Hey there,
I had to seize the work on project for quite a while but in about two weeks I will be finally on-site again and resume the troubleshooting and hopefully finish the project by either solving it or giving up on virtualization once and for all…
So, in the meantime I was able to do a few tests:
I had someone to check the temperature on the HBA with a laser temp gun thermometer and the highest temperature measured was about 60 °C. Next to this the highest reported temperature from the lsiutil-program was about 68°C, which in my opinion would explain maybe throttling but never turning off the data stream completely by shutting down.
Even before steady state temperature the system failed while transferring a few big dvd rips
Shortly after that the transfer dropped to 0 while still reporting 5MB/s and doing nothing. See reported by TrueNAS:
Weirdly enough next to spot 4 in the center of the circuit board, spot 1 and the edge of the card was the hottest. Maybe damaged component?
I also did a memtest and it passed
So, TrueNAS on bare metal …. Well, I am running raptor lake Worked well (just using mainboard HBA with SSDs) with VMs but bare metal → I couldn’t install it and as far as I am aware I must update to a TN Scale beta to even be able to install it with Gen 12/13/14 Intel. There will still be no guarantee that it will work properly.
I’d be grateful for any form of suggestions and ideas! For now, I think the best way is to get a new HBA and put all the drives on one HBA. Then put all the stuff into an old i7 Gen 4 machine and troubleshoot it ! I will use regular IP connections over a switch instead of VMs and watch the behavior.

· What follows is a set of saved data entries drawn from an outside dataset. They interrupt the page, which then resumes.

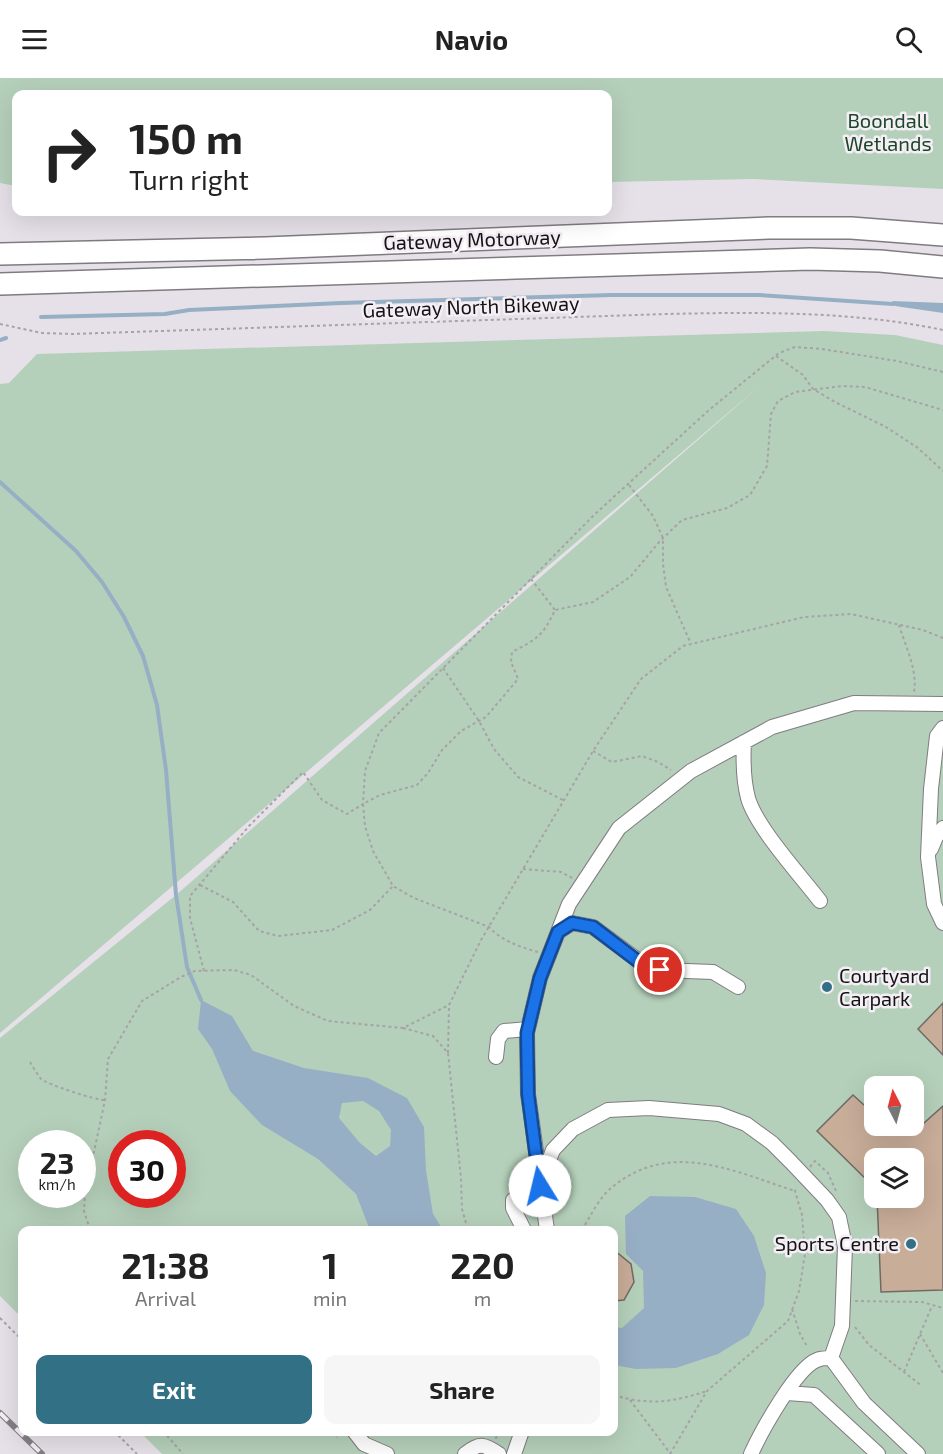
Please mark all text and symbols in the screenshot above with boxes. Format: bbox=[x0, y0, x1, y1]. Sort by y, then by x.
icon: menu bbox=[18, 23, 51, 56]
text: Navio bbox=[435, 23, 508, 55]
icon: search bbox=[892, 23, 925, 56]
park label: Boondall Wetlands bbox=[844, 108, 932, 155]
text: 150 m bbox=[129, 112, 243, 162]
icon: right bbox=[30, 114, 108, 192]
text: Turn right bbox=[129, 163, 249, 195]
street label: Gateway Motorway bbox=[383, 224, 562, 254]
street label: Gateway North Bikeway bbox=[362, 290, 580, 322]
pin bbox=[634, 944, 685, 995]
icon: arrive bbox=[643, 953, 676, 986]
place label: Courtyard Carpark bbox=[839, 963, 930, 1010]
marker: Courtyard Carpark bbox=[820, 980, 834, 994]
north arrow bbox=[864, 1076, 924, 1136]
map controls bbox=[864, 1076, 924, 1208]
speed limit sign: 30 bbox=[108, 1130, 186, 1208]
text: 23 bbox=[40, 1144, 74, 1180]
button: layers bbox=[864, 1148, 924, 1208]
position arrow bbox=[508, 1154, 572, 1218]
text: km/h bbox=[38, 1175, 76, 1193]
place label: Sports Centre bbox=[775, 1231, 899, 1255]
marker: Sports Centre bbox=[904, 1237, 918, 1251]
text: 21:38 bbox=[121, 1243, 210, 1286]
text: 1 bbox=[322, 1243, 338, 1286]
text: 220 bbox=[450, 1243, 515, 1286]
text: Arrival bbox=[135, 1286, 196, 1310]
text: min bbox=[313, 1286, 347, 1310]
text: m bbox=[474, 1286, 491, 1310]
button: Exit bbox=[36, 1355, 312, 1424]
button: Share bbox=[324, 1355, 600, 1424]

That would be 80 bucks down the drain for the HBA. But at this point the troubleshooting alone was multiple times the work compared to that …
Can check that next week, I let the machine be disconnected until I get my hands on it.

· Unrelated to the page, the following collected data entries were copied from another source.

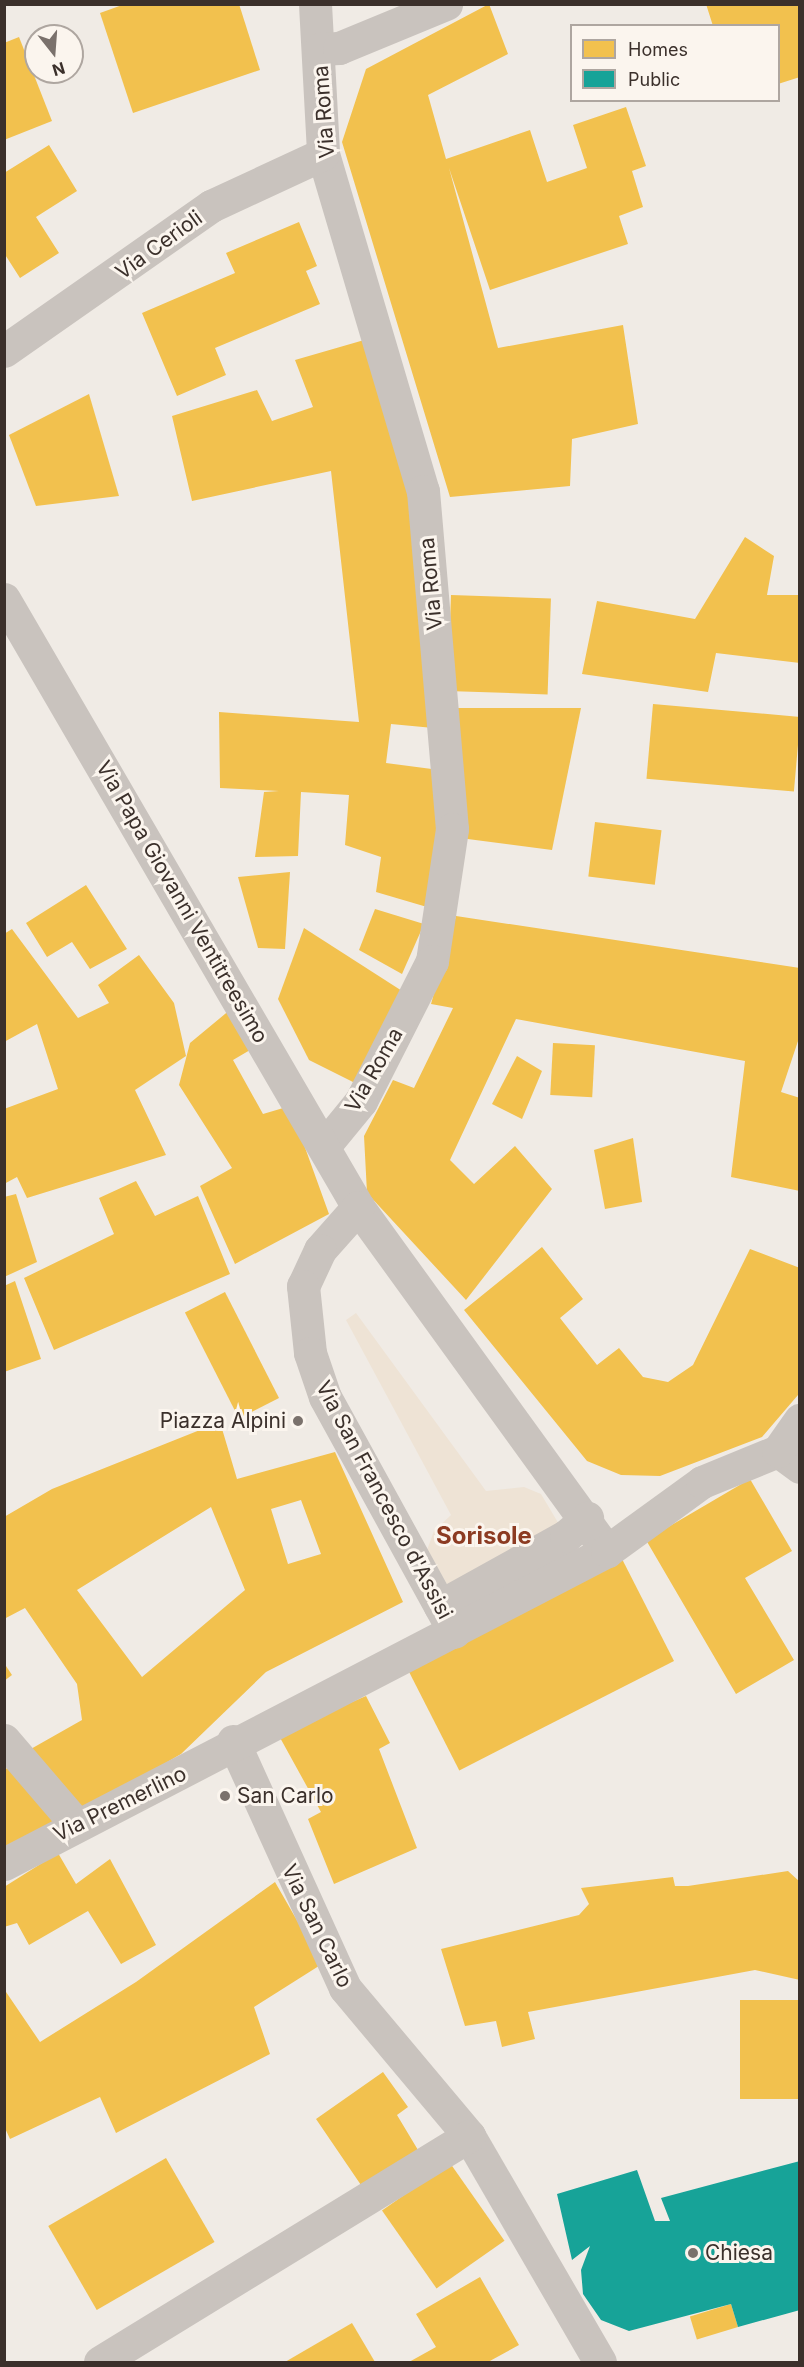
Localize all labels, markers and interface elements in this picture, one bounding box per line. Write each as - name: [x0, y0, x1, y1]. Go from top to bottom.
- north arrow: [24, 24, 84, 84]
- legend: [570, 24, 780, 102]
- text: Homes: [628, 39, 688, 60]
- text: N: [50, 58, 67, 81]
- street label: Via Roma: [308, 65, 340, 159]
- text: Public: [628, 69, 680, 90]
- street label: Via Cerioli: [111, 205, 207, 285]
- street label: Via Roma: [414, 536, 448, 632]
- street label: Via Papa Giovanni Ventitreesimo: [91, 756, 273, 1048]
- street label: Via Roma: [340, 1023, 408, 1117]
- street label: Via San Francesco d'Assisi: [310, 1377, 458, 1623]
- place label: Piazza Alpini: [160, 1408, 286, 1434]
- marker: Piazza Alpini: [291, 1414, 305, 1428]
- district label: Sorisole: [436, 1522, 532, 1550]
- street label: Via Premerlino: [50, 1761, 190, 1847]
- place label: San Carlo: [237, 1783, 334, 1809]
- marker: San Carlo: [218, 1789, 232, 1803]
- street label: Via San Carlo: [276, 1860, 358, 1992]
- place label: Chiesa: [705, 2240, 773, 2266]
- marker: Chiesa: [686, 2246, 700, 2260]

May I ask what you are looking for ? Because TN Core won’t even boot on it bare metal.
Sadly, have personally experienced this on my personal rig. I’ve had to manually cap frequencies to 5.5ghz max across all cores - default behaviour on my motherboard of boosting to 5.8bhz, even delided & with water cooling would not be stable…
Manually setting the P1 & P2 to ~250 & 280 respectively & cap CPU Core limit to ~300amps also helped. I think I also had to manually set the cache ratio & voltages; can’t remember what I put them to off of the top of my head. Each of these steps slowly introduced stability, where now I can’t even remember the last time I had an issue.

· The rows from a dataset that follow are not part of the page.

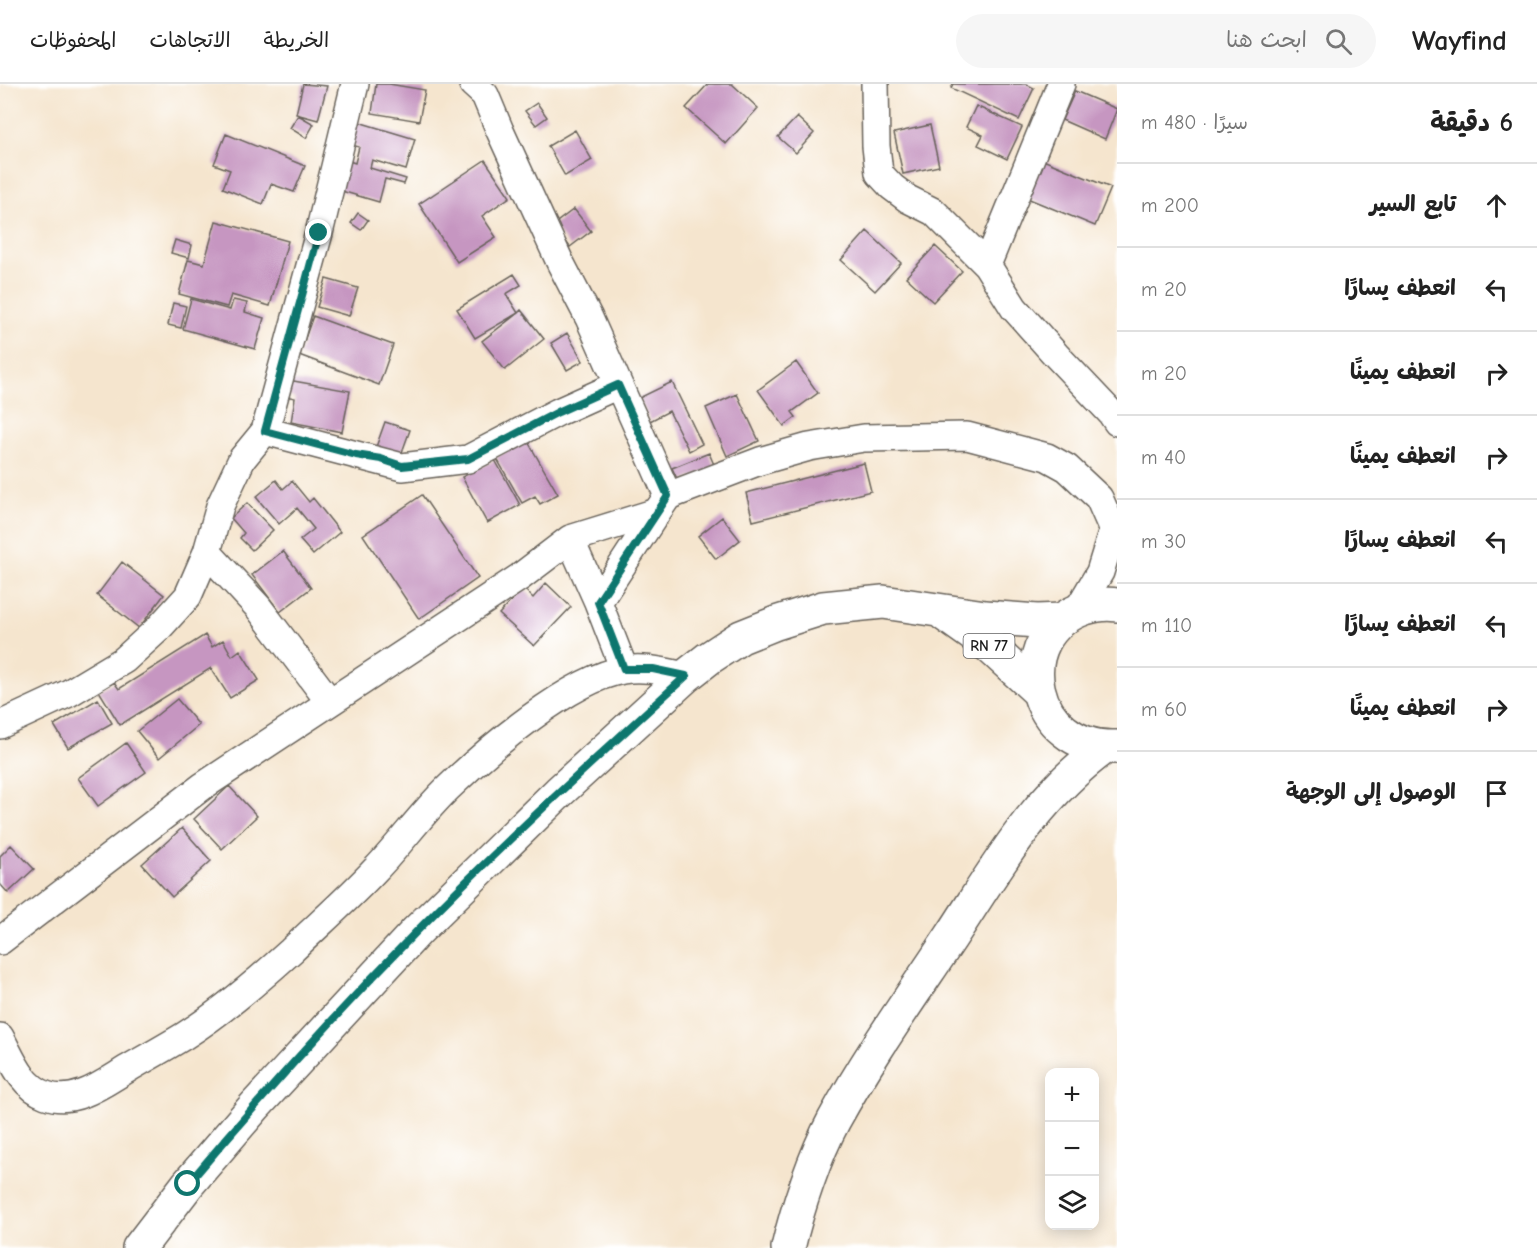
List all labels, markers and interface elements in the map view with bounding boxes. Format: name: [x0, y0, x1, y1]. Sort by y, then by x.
search box: [956, 14, 1376, 68]
icon: search: [1322, 25, 1355, 58]
text: Wayfind: [1412, 25, 1507, 57]
text: ابحث هنا: [1226, 27, 1307, 53]
text: المحفوظات: [30, 28, 116, 52]
text: الاتجاهات: [149, 28, 231, 52]
text: الخريطة: [264, 28, 329, 52]
text: 6 دقيقة: [1430, 108, 1513, 138]
text: سيرًا · 480 m: [1141, 111, 1248, 134]
icon: ahead: [1480, 189, 1513, 222]
text: تابع السير: [1370, 191, 1456, 217]
text: 200 m: [1141, 194, 1199, 217]
route end: [305, 219, 331, 245]
icon: left: [1480, 273, 1513, 306]
text: انعطف يسارًا: [1344, 275, 1456, 301]
text: 20 m: [1141, 278, 1187, 301]
icon: right: [1480, 357, 1513, 390]
text: انعطف يمينًا: [1350, 359, 1456, 385]
text: 20 m: [1141, 362, 1187, 385]
icon: right: [1480, 441, 1513, 474]
text: انعطف يمينًا: [1350, 443, 1456, 469]
text: 40 m: [1141, 446, 1186, 469]
icon: left: [1480, 525, 1513, 558]
text: انعطف يسارًا: [1344, 527, 1456, 553]
text: 30 m: [1141, 530, 1187, 553]
icon: left: [1480, 609, 1513, 642]
text: انعطف يسارًا: [1344, 611, 1456, 637]
text: 110 m: [1141, 614, 1192, 637]
road number: RN 77: [964, 634, 1014, 658]
icon: right: [1480, 693, 1513, 726]
text: انعطف يمينًا: [1350, 695, 1456, 721]
text: 60 m: [1141, 698, 1187, 721]
icon: arrive: [1480, 777, 1513, 810]
text: الوصول إلى الوجهة: [1286, 779, 1456, 805]
map controls: [1045, 1068, 1099, 1230]
button: +: [1045, 1068, 1099, 1122]
button: −: [1045, 1122, 1099, 1176]
route start: [174, 1170, 200, 1196]
button: layers: [1045, 1176, 1099, 1230]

In short 13900k/14900k are a pita to get working if you’re not lucky, even on W680 boards, let alone z690/z790. Oddly haven’t had the same nonsense with 12900k.
Apparently lowering the RAM’s speeds helps greatly as well… basically, Intel messed up real big trying to match the pace of AMD. Lunar Lake should be way better though.
I dun want to disable XMP or go under 6400mhz since that’d be a bigger performance hit than the maybe ~1-3% I lost getting it stable so far? Depends on the benchmark. Though if problems come back I guess I’d have to.
I’ve sadly learned more about overclocking trying to get this thing stable that I have in the last 10 years of trying to eek out additional performance. I miss the simple days of bumping ratio + voltage as much as possible without melting up the cpu (not melting cpu optional).
Intel 100% pushed the 13900k (and rebranded ‘14900k’) way too far and Asus defaults were disgustingly unhelpful. I remember struggling to cool this POS while delided - something I’ve never experienced before.
For most immediate results would recommend turning down the boost ratio & set it to all core max ratio (instead of all core + 2 boost) you can hit stable (this helped with consistent crashing), tuning down the cpu cache ratio (this specifically helped with intermittence crashing - just slowly lower it by 100mhz every time you crash randomly when doing decompression or pre-caching shaders, those specifically triggered issues for me), lower CPU Core limit to something that JUST BARELY lets you hit your stable max all core ratio(~300amps for me), then messing with P1/P2/setting manual voltage curves to keep the CPU from melting as it starts doing some odd things with voltages when you lower clocks for… reasons?..
So far I didn’t change anything. What exact BIOS setting are you looking for ?
It is so funny that you guys immediatly went with the current oxidation story I was thinking about that for a long time, but I was afraid to ask here because of the coincidence but right now as you say … it seems serious …
… BUT my i9 (13900KS) is not in the official list (by GamersNexus) of the problematic processors ! At least that is for the oxidation story or did I understand something wrong ?
Nevertheless, I will check for that bug by lowering the power/clock settings. Can you let me know which settings exactly need to be changed ? I will research it but maybe you guys know immediately what the setting is that fixes it for now.
I also seperated the system and I am running TN bare metal now on a 4th gen Intel while staying on the i9 with the Unraid system.
Thanks again for the support guys! I went with the consumer i9 series because of the single core performance, I wouldn’t have thought that this leads to months of troubleshooting pain.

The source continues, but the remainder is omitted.